----- RAW DATA

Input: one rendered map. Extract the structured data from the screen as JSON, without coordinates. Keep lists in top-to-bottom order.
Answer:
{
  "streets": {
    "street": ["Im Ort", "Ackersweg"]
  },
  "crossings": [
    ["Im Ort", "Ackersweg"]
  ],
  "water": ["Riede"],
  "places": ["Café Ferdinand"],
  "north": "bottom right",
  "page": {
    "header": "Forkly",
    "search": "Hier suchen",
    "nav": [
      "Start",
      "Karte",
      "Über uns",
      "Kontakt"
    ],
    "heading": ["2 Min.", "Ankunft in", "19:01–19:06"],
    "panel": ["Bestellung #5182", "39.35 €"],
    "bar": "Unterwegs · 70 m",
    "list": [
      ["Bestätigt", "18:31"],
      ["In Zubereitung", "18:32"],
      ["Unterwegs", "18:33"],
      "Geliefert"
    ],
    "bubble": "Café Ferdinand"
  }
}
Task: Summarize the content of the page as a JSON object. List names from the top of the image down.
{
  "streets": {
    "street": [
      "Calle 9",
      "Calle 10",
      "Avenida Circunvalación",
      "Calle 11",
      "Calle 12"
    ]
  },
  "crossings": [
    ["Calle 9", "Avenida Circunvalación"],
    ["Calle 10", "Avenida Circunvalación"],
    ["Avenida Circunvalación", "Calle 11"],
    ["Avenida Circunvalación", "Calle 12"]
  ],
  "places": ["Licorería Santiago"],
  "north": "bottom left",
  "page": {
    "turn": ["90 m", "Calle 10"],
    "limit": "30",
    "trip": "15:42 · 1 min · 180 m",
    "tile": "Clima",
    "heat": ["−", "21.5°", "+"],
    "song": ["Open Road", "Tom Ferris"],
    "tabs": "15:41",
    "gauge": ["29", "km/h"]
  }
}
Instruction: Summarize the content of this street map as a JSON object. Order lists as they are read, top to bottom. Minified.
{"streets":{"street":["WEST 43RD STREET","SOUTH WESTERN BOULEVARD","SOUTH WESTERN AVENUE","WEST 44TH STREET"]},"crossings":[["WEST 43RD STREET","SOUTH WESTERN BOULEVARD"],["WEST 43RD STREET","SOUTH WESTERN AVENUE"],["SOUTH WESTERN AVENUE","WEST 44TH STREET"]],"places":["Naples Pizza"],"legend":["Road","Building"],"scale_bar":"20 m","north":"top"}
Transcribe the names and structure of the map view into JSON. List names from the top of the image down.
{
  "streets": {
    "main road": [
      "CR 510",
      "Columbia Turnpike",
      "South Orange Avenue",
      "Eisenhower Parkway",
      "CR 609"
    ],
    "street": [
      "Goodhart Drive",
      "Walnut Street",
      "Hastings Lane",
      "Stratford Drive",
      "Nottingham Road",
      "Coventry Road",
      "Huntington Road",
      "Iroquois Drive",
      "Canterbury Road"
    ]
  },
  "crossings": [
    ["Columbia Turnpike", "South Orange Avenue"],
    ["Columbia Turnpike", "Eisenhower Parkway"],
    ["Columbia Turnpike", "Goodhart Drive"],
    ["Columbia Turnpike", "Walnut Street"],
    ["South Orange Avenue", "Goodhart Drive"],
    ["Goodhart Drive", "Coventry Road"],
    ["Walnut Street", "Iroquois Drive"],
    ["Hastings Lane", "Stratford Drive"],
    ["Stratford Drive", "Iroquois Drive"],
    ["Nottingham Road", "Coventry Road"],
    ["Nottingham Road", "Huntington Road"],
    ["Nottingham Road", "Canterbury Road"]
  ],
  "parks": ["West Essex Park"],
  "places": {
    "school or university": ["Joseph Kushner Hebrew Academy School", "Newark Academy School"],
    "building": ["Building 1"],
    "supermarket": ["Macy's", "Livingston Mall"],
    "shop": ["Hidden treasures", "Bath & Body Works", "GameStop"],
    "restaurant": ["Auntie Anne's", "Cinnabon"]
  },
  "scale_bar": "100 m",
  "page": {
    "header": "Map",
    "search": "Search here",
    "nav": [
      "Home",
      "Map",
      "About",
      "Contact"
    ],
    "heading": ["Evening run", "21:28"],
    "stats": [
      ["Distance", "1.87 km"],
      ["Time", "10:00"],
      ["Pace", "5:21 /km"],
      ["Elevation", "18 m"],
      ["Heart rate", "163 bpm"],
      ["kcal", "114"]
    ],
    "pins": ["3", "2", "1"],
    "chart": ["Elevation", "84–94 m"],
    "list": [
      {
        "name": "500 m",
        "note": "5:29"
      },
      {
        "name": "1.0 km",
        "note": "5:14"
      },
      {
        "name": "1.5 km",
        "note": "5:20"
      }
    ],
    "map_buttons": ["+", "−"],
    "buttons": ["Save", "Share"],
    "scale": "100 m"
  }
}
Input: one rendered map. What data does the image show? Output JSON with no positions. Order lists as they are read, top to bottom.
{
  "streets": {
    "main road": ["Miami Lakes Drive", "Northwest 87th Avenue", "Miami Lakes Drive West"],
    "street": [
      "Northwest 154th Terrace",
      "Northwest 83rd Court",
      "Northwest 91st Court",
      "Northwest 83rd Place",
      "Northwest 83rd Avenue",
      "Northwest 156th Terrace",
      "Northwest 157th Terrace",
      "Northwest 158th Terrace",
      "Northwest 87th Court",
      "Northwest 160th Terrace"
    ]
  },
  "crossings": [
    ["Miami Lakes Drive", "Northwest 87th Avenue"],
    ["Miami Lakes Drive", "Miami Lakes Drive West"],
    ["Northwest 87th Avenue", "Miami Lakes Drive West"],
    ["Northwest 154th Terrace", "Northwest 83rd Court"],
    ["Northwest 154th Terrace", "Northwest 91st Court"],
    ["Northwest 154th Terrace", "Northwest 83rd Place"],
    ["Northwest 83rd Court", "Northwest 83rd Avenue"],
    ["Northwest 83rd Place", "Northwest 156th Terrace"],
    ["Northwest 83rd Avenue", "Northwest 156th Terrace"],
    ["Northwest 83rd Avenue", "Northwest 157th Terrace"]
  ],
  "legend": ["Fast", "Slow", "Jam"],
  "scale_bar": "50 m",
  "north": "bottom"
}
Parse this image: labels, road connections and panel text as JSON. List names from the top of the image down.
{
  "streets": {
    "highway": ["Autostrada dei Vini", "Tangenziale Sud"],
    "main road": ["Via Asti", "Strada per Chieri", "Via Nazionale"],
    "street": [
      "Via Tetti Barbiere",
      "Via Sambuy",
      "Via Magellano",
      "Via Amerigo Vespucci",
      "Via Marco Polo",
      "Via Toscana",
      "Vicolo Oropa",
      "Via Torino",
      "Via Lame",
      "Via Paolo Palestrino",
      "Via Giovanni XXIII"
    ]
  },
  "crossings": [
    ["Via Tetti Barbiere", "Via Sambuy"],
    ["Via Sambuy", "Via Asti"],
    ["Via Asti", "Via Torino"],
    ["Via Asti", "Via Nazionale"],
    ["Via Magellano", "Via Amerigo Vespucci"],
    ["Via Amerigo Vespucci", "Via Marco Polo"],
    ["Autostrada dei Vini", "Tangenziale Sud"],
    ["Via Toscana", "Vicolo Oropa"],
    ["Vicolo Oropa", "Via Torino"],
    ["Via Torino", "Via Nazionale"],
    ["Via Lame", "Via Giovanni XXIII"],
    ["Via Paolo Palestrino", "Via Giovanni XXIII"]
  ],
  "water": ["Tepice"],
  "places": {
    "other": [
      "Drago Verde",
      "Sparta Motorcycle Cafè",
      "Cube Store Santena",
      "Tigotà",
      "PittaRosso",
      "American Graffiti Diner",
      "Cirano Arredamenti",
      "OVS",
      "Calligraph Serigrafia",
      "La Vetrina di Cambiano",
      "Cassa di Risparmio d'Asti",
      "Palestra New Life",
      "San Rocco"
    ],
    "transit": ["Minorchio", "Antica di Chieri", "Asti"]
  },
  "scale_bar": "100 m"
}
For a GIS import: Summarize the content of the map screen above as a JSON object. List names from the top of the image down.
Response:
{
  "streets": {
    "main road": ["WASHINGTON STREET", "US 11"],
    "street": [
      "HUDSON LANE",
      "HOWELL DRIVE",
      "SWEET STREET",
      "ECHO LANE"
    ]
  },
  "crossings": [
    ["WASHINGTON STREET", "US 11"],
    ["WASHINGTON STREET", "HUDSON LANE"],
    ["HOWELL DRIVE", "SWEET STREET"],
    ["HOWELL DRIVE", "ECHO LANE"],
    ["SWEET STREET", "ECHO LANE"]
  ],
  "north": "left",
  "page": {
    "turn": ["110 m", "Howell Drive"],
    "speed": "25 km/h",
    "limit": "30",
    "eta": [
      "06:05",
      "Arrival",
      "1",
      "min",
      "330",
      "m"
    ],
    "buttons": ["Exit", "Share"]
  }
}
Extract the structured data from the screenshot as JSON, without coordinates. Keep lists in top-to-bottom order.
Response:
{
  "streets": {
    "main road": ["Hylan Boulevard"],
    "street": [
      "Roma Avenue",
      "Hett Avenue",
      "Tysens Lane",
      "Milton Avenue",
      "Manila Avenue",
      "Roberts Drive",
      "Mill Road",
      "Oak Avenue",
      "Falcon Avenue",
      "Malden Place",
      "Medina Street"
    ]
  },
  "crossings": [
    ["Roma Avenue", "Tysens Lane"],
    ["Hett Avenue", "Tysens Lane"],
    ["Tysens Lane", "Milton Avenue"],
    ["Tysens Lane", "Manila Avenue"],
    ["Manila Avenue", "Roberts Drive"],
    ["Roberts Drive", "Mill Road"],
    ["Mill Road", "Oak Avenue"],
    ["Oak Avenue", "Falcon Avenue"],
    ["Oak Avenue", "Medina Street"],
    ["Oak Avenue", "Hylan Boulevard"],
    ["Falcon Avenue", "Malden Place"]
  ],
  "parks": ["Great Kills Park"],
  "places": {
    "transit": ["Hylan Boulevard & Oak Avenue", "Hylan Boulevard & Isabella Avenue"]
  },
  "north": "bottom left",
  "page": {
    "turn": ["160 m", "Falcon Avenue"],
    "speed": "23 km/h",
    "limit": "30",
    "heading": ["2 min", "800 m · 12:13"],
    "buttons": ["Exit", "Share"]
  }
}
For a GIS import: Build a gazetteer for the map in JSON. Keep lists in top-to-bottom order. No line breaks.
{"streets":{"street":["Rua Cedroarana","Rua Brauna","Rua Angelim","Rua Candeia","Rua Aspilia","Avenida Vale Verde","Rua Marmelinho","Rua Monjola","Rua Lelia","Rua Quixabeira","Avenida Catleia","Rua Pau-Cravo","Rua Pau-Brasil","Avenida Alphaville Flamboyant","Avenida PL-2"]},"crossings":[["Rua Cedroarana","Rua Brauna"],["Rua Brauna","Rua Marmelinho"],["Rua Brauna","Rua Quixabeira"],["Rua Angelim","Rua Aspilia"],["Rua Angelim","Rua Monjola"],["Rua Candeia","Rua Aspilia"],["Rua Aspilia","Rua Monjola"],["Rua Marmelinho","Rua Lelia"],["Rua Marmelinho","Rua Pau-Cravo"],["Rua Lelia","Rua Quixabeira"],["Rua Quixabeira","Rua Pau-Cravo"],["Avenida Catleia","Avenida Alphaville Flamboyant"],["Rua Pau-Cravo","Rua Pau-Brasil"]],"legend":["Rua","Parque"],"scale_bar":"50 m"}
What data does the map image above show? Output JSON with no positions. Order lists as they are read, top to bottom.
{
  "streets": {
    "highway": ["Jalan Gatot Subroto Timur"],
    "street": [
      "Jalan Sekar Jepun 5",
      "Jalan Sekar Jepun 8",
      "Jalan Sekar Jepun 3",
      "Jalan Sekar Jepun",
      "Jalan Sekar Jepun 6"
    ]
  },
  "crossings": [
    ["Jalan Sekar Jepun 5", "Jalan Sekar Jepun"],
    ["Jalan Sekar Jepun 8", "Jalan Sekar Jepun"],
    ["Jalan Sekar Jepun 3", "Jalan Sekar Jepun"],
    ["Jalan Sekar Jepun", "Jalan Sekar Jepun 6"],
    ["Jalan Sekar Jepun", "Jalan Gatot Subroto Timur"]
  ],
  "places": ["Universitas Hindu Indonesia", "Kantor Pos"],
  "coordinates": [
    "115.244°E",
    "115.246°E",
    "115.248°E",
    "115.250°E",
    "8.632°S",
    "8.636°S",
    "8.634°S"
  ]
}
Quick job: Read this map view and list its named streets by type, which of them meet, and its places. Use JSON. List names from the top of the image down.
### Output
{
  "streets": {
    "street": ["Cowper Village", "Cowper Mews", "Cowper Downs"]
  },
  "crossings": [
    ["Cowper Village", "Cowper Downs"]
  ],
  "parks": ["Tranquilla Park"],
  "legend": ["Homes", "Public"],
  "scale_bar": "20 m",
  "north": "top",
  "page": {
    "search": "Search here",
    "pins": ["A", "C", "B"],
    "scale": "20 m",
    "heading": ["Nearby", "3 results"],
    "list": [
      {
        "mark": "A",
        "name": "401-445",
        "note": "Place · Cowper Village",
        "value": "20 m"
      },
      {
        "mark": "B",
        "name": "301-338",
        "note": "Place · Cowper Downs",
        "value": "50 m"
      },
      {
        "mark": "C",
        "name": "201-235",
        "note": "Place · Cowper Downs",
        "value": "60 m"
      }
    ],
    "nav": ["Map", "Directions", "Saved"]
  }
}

----------

Starting at the line that contains "What data does the map", copy each line exactly through the end of the listing above. Include that first line and the last one, and add nothing.

What data does the map image above show? Output JSON with no positions. Order lists as they are read, top to bottom.
{
  "streets": {
    "highway": ["Jalan Gatot Subroto Timur"],
    "street": [
      "Jalan Sekar Jepun 5",
      "Jalan Sekar Jepun 8",
      "Jalan Sekar Jepun 3",
      "Jalan Sekar Jepun",
      "Jalan Sekar Jepun 6"
    ]
  },
  "crossings": [
    ["Jalan Sekar Jepun 5", "Jalan Sekar Jepun"],
    ["Jalan Sekar Jepun 8", "Jalan Sekar Jepun"],
    ["Jalan Sekar Jepun 3", "Jalan Sekar Jepun"],
    ["Jalan Sekar Jepun", "Jalan Sekar Jepun 6"],
    ["Jalan Sekar Jepun", "Jalan Gatot Subroto Timur"]
  ],
  "places": ["Universitas Hindu Indonesia", "Kantor Pos"],
  "coordinates": [
    "115.244°E",
    "115.246°E",
    "115.248°E",
    "115.250°E",
    "8.632°S",
    "8.636°S",
    "8.634°S"
  ]
}
Quick job: Read this map view and list its named streets by type, which of them meet, and its places. Use JSON. List names from the top of the image down.
### Output
{
  "streets": {
    "street": ["Cowper Village", "Cowper Mews", "Cowper Downs"]
  },
  "crossings": [
    ["Cowper Village", "Cowper Downs"]
  ],
  "parks": ["Tranquilla Park"],
  "legend": ["Homes", "Public"],
  "scale_bar": "20 m",
  "north": "top",
  "page": {
    "search": "Search here",
    "pins": ["A", "C", "B"],
    "scale": "20 m",
    "heading": ["Nearby", "3 results"],
    "list": [
      {
        "mark": "A",
        "name": "401-445",
        "note": "Place · Cowper Village",
        "value": "20 m"
      },
      {
        "mark": "B",
        "name": "301-338",
        "note": "Place · Cowper Downs",
        "value": "50 m"
      },
      {
        "mark": "C",
        "name": "201-235",
        "note": "Place · Cowper Downs",
        "value": "60 m"
      }
    ],
    "nav": ["Map", "Directions", "Saved"]
  }
}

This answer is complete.